In 1816, following the scandalous collapse of his marriage, Lord Byron left England forever. His first destination was the Villa Diodati by Lake Geneva where he stayed together with Percy Bysshe Shelley, Mary Godwin, Claire Clairmont and John Polidori. Byron in Geneva focuses sharply on the poet’s life in the summer of that year, a famous time for meteorologists (for whom 1816 is the year without a summer), but also that crucial moment in the development of his writing when, urged on by Shelley, Byron tried to transform himself into a Romantic poet of the Wordsworthian variety. The book gives a vivid impression of what Byron thought and felt in these few months after the breakdown of his marriage, but also explores the different aspects of his nature that emerge in contact with a remarkable cast of supporting characters, which also included Madame de Staël, who presided over a famous salon in Coppet, across the lake from Geneva, and Matthew Lewis, author of the splendidly erotic `Gothic’ best-seller, The Monk. David Ellis sets out to challenge recent damning studies of Byron and through his meticulous exploration of the private and public life of the poet at this pivotal moment, he reasserts the value of Byron’s wit, warm-heartedness, and hatred of cant.

Reviews

A brilliantly detailed retelling of the personal and literary crisis in Byron's life.
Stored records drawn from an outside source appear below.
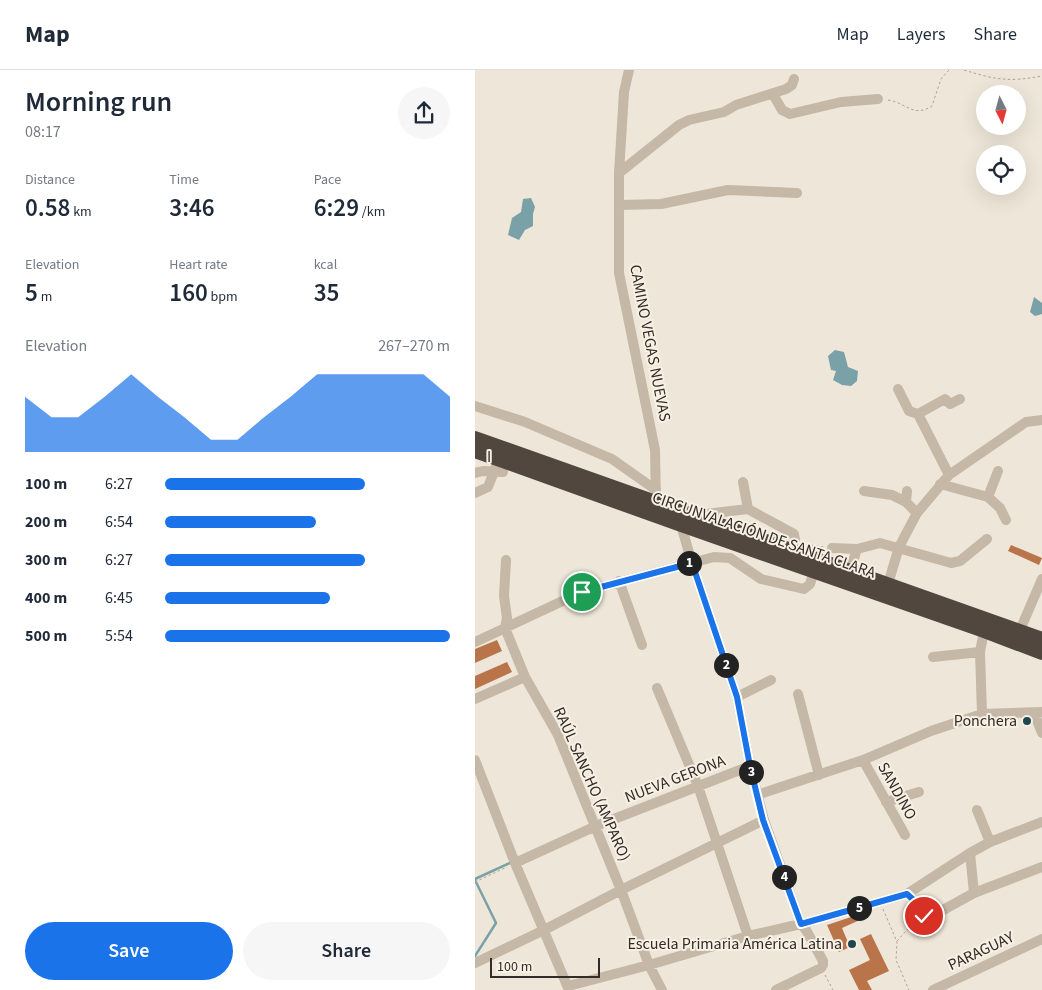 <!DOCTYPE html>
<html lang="en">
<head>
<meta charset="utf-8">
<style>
  :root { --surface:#fff; --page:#f6f6f7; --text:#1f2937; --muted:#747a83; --line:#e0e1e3; --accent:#1a73e8 }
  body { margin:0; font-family:"Source Sans 3",sans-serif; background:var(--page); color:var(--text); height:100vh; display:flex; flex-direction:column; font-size:19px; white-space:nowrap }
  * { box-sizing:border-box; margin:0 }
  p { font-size:16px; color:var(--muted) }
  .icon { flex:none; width:28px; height:28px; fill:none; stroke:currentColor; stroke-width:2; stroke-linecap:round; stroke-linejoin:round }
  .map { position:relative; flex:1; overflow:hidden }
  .panel { display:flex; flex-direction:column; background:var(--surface); width:475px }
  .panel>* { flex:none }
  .needle { width:32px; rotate:174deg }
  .controls { position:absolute; left:501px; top:15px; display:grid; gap:10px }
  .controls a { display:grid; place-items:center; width:50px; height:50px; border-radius:50%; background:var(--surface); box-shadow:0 5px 20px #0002; font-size:25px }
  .scale { position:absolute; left:15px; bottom:12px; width:110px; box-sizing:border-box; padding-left:5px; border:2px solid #322b26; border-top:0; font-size:14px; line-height:18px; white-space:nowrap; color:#322b26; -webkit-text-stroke:4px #f7f0e4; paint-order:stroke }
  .pin { position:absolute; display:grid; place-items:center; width:42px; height:42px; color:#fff; margin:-21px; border:2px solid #fff; border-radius:50%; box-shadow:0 1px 5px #0007 }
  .km { position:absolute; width:25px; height:25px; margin:-12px; border-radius:50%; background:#222; color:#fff; font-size:14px; line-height:25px; text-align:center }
  .round { display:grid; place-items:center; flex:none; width:52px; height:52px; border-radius:26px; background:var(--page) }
  .headline { display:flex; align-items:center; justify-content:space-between; height:85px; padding:0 25px }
  h1 { font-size:28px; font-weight:600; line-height:38px }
  .figures { display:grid; grid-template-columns:repeat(3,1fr); gap:8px; height:85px; padding:5px 25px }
  .figures div { display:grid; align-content:center }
  .figures b { font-size:25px; font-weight:600 }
  .figures small { font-size:14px; font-weight:400 }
  .figures p { font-size:14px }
  .chart { height:140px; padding:10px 25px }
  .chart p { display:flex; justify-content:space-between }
  .chart svg { width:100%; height:90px; margin-top:5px; fill:var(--accent); opacity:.7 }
  .action { display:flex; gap:10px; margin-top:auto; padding:10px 25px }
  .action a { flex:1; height:58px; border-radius:30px; background:var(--accent); color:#fff; font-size:20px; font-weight:600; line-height:58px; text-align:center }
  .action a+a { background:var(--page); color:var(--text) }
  ul { padding:0 25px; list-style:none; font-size:16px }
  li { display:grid; grid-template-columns:80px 60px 1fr; align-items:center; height:38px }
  li i { height:12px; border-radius:6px; background:var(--accent) }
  header { display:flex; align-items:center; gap:30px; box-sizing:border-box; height:70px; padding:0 25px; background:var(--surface); border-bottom:1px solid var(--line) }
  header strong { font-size:24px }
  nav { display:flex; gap:28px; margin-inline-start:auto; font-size:18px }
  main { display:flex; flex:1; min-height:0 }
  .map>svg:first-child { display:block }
  .water { fill:#7aa1a8 }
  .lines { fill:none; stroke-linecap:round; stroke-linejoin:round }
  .stream { stroke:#7aa1a8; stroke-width:2.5 }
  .building { fill:#ba744a }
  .path { stroke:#b0a290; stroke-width:1; stroke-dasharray:2.5 2.5; stroke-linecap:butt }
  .minor { stroke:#c5b8a6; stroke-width:10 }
  .highway { stroke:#52473e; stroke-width:14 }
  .route-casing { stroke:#fff; stroke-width:10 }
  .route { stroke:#1a73e8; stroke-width:6 }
  .poi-dot { fill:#20464f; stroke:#f7f0e4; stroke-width:2 }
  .labels { text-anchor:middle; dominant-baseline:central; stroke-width:4; stroke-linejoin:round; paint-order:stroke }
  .street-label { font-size:16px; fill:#322b26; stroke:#f7f0e4 }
  .poi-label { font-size:16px; fill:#322b26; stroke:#f7f0e4; text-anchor:end }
</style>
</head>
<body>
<header>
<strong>Map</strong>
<nav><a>Map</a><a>Layers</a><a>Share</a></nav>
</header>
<main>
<section class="panel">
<div class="headline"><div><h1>Morning run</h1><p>08:17</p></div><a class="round"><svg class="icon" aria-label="share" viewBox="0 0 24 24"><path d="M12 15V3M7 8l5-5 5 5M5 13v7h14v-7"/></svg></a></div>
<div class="figures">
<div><p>Distance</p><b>0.58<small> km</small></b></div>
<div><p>Time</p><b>3:46</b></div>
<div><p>Pace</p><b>6:29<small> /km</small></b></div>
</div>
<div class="figures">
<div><p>Elevation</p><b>5<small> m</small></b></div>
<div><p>Heart rate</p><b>160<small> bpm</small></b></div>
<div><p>kcal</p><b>35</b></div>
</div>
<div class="chart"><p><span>Elevation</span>267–270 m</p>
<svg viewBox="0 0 160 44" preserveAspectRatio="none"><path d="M0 44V17L10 27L20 27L30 17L40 6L50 17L60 27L70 38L80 38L90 27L100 17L110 6L120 6L130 6L140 6L150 6L160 17V44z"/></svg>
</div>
<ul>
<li><b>100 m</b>6:27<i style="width:70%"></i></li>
<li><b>200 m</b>6:54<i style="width:53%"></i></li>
<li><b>300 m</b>6:27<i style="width:70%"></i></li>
<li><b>400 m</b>6:45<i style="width:58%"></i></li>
<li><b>500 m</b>5:54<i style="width:100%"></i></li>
</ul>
<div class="action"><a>Save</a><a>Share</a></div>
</section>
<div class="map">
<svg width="567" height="920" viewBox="0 0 567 920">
  <rect width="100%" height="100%" fill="#eee7d9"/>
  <path class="water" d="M56 128 60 137 58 144V156L50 160 44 170 33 165 37 148 46 142 48 129Z
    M559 227 567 233V244L560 246 555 242Z
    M360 280 369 282 373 297 383 301 382 311 376 316 367 315 358 310 361 301 356 300 353 286Z"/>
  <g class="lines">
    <path class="stream" d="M0 809 37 792
      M0 810 21 853 0 886"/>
  </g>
  <path class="building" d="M536 475 567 488 564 495 533 481Z
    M22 570 27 581 0 593V579Z
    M32 592 37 602 0 619V606Z
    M385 844 387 849 367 858 375 877 364 882 352 855Z
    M396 864 414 901 392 911 397 920H384L374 900 395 890 385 869Z"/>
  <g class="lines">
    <path class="path" d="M489 0C521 10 534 12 567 6
      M413 30C432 33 438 48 457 36L466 9 474 0
      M336 475 349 477
      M0 812 32 797
      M408 839 422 872 421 890 434 920
      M422 871 432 860 446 848
      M350 905 358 920"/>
    <path class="minor" d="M154 0 149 22 144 103V203L180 380 181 433
      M298 24 307 40 315 44 366 32 403 29
      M144 103 204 55 214 50 249 42 261 35 311 19 317 15 319 9
      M144 135 186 134 253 120 322 123
      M423 319 434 341 443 344 474 405
      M0 336 50 352 137 389 181 420
      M443 344 470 329 475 334 485 329
      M0 403 8 401 28 402
      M268 412 273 439
      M465 414 513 427 525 438 531 450
      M389 421 417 425 431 432
      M432 421 431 432 442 443
      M0 423 13 417 24 389
      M513 427 523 401
      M222 445 273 439 319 464 320 470 316 480
      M207 451 206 455 217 493 262 627 275 696 289 750 326 854 331 860 348 891V895L346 898 301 920
      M357 478 382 479 405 473 476 493 485 491 512 469
      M31 490 29 526 32 548 30 558 50 607 83 665 146 820 174 895 187 920
      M375 501 382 479
      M144 511 167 575
      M413 514 424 477 442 443 474 405 551 352 567 350
      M545 560 567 509
      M0 572 107 522 239 487 255 488 286 509 329 519 335 514 339 501
      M458 587 505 582
      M182 618 223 716 273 866
      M323 624 344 705
      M262 627 296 610
      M0 629 50 607
      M559 643 567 663
      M507 644 505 582 509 561
      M0 690 40 793 94 920
      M388 690 430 765
      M282 725 388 690 456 661 507 644 567 642
      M411 732 444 722
      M502 740 515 772
      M495 783 499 823
      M40 793 121 756 275 696
      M432 824 446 837 456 842 468 840 499 823 567 797
      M0 893 69 860 146 820 289 750
      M93 916 174 895 273 866 326 854 432 824 495 783 515 772 567 752
      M458 920 567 869"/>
    <path class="highway" d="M0 368 567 569
      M0 381 206 455 509 561 567 583"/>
  </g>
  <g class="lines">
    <defs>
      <path id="route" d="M107 522 217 493 262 627 275 696 288 750 326 854 432 824 446 837 456 842 449 846"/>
    </defs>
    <use href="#route" class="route-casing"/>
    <use href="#route" class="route"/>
  </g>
  <g class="poi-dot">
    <circle cx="552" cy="651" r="5"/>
    <circle cx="377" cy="874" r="5"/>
  </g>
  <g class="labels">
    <g class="street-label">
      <text transform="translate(175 273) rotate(79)">CAMINO VEGAS NUEVAS</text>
      <text x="14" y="387">I</text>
      <text transform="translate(289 465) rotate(19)">CIRCUNVALACIÓN DE SANTA CLARA</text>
      <text transform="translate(200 709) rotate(-21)">NUEVA GERONA</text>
      <text transform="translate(117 714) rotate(66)">RAÚL SANCHO (AMPARO)</text>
      <text transform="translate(422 721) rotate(61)">SANDINO</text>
      <text transform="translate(506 881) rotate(-25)">PARAGUAY</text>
    </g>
    <g class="poi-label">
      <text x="542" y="651">Ponchera</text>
      <text x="367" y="874">Escuela Primaria América Latina</text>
    </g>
  </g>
</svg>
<div class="controls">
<a><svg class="needle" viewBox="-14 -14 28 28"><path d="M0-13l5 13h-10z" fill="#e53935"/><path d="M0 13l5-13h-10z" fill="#747a83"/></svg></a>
<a><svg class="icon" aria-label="locate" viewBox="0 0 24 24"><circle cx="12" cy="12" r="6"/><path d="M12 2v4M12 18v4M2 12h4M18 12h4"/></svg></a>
</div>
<div class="scale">100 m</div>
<div class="pin" style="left:107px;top:522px;background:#1e9e55"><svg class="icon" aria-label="arrive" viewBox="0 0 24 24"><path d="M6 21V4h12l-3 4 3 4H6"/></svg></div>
<div class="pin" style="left:449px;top:846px;background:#d93025"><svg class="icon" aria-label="check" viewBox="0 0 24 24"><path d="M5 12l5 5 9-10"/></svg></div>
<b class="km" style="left:214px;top:493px">1</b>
<b class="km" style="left:251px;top:595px">2</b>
<b class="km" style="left:276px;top:702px">3</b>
<b class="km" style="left:309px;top:807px">4</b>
<b class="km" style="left:384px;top:838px">5</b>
</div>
</main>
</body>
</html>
Vivid, sympathetic and judicious, this remarkable book is a provocative counter to recent biographical and critical studies.

Jenny Uglow

By synthesising multiple perspectives ... and by giving himself space to explore some of the summer's bit-part players in more detail, Ellis certainly succeeds in adding colour and detail to a well-known story.... Because of its extraordinary confluence of ideas and personalities, its story is one that bears retelling.

Daisy Hay Source: Literary Review

David Ellis's account of Byron's time with Shelley and others in Geneva may be forgiven its myth-making subtitle. His manyvoiced account of the Genevan summer provides a welcome refinement of Byron's biography, in reminding us just how elusive his character remains.